Blood drained from Jay Yi's face before she could manage to assemble any thoughts or command the composure to hide her feelings. 

She closed her eyes in the misery of her truth. 

Hwan saw it all. It was all he needed to know.

Anything she could say in her defence would sound like a lie to him. 

Hwan's lips curved in a mirthless half smile. "I thought so. I will ask Eunuch So to arrange your departure from the Palace. You can take everything that you have been gifted with you. Pack whatever you need from here." He looked over the corner he had lovingly set up for her with everything she might have needed for her crime-solving brain. "I will call back Tae Kang from Byeokcheon tomorrow. He will go with you to set you up in Gaeseong. For now, live with Ga ram in the villa for a few days."

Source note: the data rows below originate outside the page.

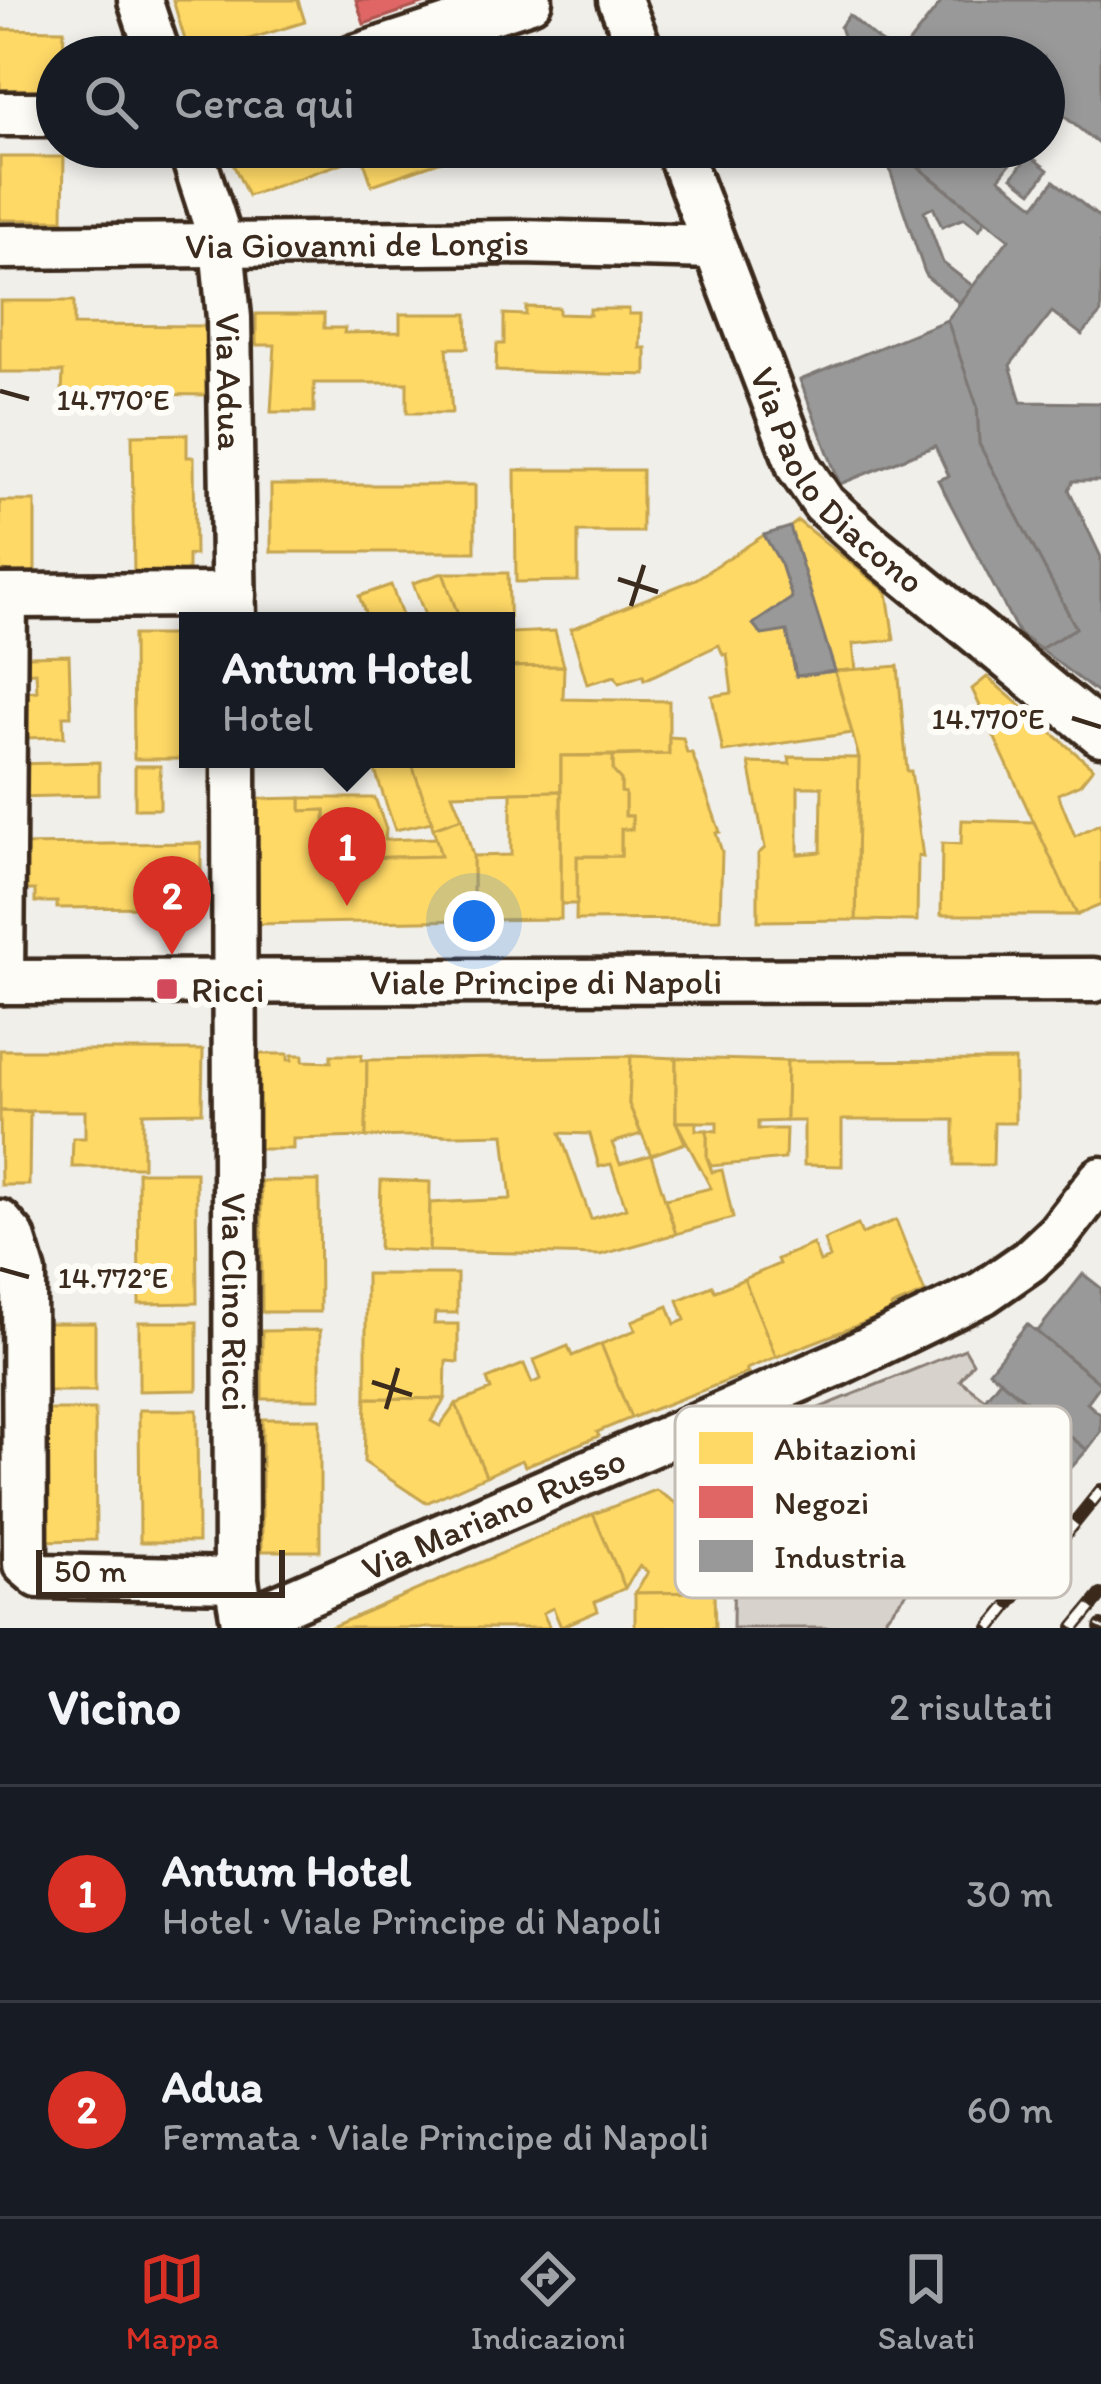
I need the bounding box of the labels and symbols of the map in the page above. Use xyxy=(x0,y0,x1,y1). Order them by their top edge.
street label: Via Giovanni de Longis xyxy=(185,220,530,267)
street label: Via Adua xyxy=(207,312,253,451)
street label: Via Paolo Diacono xyxy=(741,361,933,602)
text: 14.770°E xyxy=(57,381,169,418)
text: 14.770°E xyxy=(932,700,1044,737)
pin: 1 xyxy=(308,807,386,906)
pin: 2 xyxy=(133,856,211,955)
your location xyxy=(444,891,504,951)
street label: Viale Principe di Napoli xyxy=(370,959,722,1003)
place label: Ricci xyxy=(191,968,264,1011)
marker: Ricci xyxy=(154,976,180,1002)
street label: Via Clino Ricci xyxy=(214,1193,257,1411)
text: 14.772°E xyxy=(58,1259,168,1296)
legend xyxy=(675,1406,1071,1598)
text: Abitazioni xyxy=(774,1429,917,1468)
street label: Via Mariano Russo xyxy=(355,1437,632,1589)
text: Negozi xyxy=(774,1483,869,1522)
text: Industria xyxy=(774,1537,906,1576)
scale bar xyxy=(36,1544,285,1597)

"Will- will you be able to live without me, Your Majesty?" 

His knuckles were white in his fist that held the long, pointed shaft of the golden hairpin, the rigid line of his shoulder telling her what he refused to voice.

"Why Gaeseong?"

Hwan walked over to the table by the side of the bed.

"It's the least I can do for my Master's daughter. I know you will miss Ga ram but after her marriage to Myung Jin, she will be able to see you more often than she could if you were in the Palace."

Liar. He was ensuring his footsteps never found her again. 

"Is this your final decision, Your Majesty?" Jay Yi asked calmly. 

Surprised at her sudden, serene demeanour, Hwan glanced at her. She looked resigned, almost peaceful, despite her tear-ravaged face. Had she already come to terms with it? The pit of his stomach emptied. He looked away. 

"Yes." He swallowed painfully. He had finally managed to tear their hearts asunder.

"Can I ask for one last favour from you?"

"I do not know if I can grant it, but ask if you must."

"Can you hold calling off the royal marriage edict till morning? I have a court lady's case I was to hear tomorrow, but I will hear it tonight. If I give my ruling as a Queen, the Dowager will not be able to overrule it without your permission."

Hwan rolled the pin in his hands. He had thought she would ask for something personal. Why was he surprised? Was this not who Jay Yi truly was? 

"Ensure you finish it tonight and be ready for departure tomorrow morning," Hwan said expressionlessly. He spurned the knife that twisted his gut. "I will call it off at the start of my duties at the Court."

Jay Yi nodded and bowed, "Thank you, Your Majesty."

Hwan gently deposited the binyeo on the table and, without looking at her, made his legs cover the distance across the room. He climbed up the steps, eased the door closed, walked into the small, private annexure, and pulled the door shut. 

And sank to the floor in grief.

 

 

 

Jay Yi picked up the binyeo from the table. She took herself to the washroom and washed her face gently, careful not to wet her hair. She separated the pleats of her braid, running her fingers through it to separate the stands, pulling at them with a force that threatened to tear them from the roots. Sectioning her hair into three parts, Jay Yi rolled each portion over the other, alternating, weaving them expertly until the braid hung nice and smooth down her back. Jay Yi then straightened and smoothed her clothes. Rolling the braid at the nape of her neck, she inserted the binyeo, securing the bun.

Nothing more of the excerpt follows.